• **Aim of the exercise**: The expected result is an exact restatement of the data, free of pictures.

• **Exercise data**:

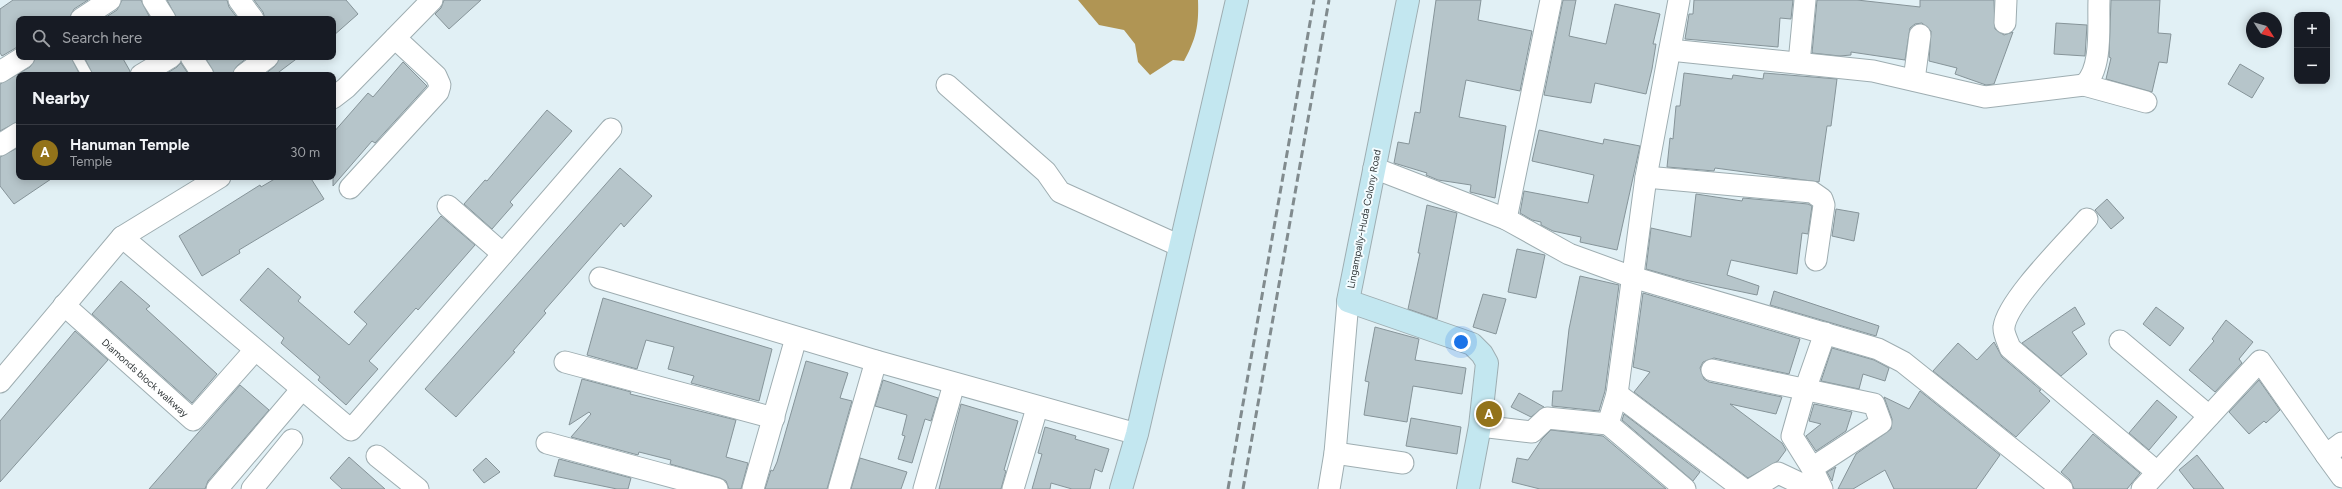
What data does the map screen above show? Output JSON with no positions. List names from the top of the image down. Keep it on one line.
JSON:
{"streets":{"street":["Lingampally-Huda Colony Road","Diamonds block walkway"]},"north":"bottom right","page":{"map_buttons":["+","−"],"search":"Search here","heading":"Nearby","list":[{"mark":"A","name":"Hanuman Temple","note":"Temple","value":"30 m"}],"pins":"A"}}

• **Task result**:
What data does the map screen above show? Output JSON with no positions. List names from the top of the image down. Keep it on one line.
JSON:
{"streets":{"street":["Lingampally-Huda Colony Road","Diamonds block walkway"]},"north":"bottom right","page":{"map_buttons":["+","−"],"search":"Search here","heading":"Nearby","list":[{"mark":"A","name":"Hanuman Temple","note":"Temple","value":"30 m"}],"pins":"A"}}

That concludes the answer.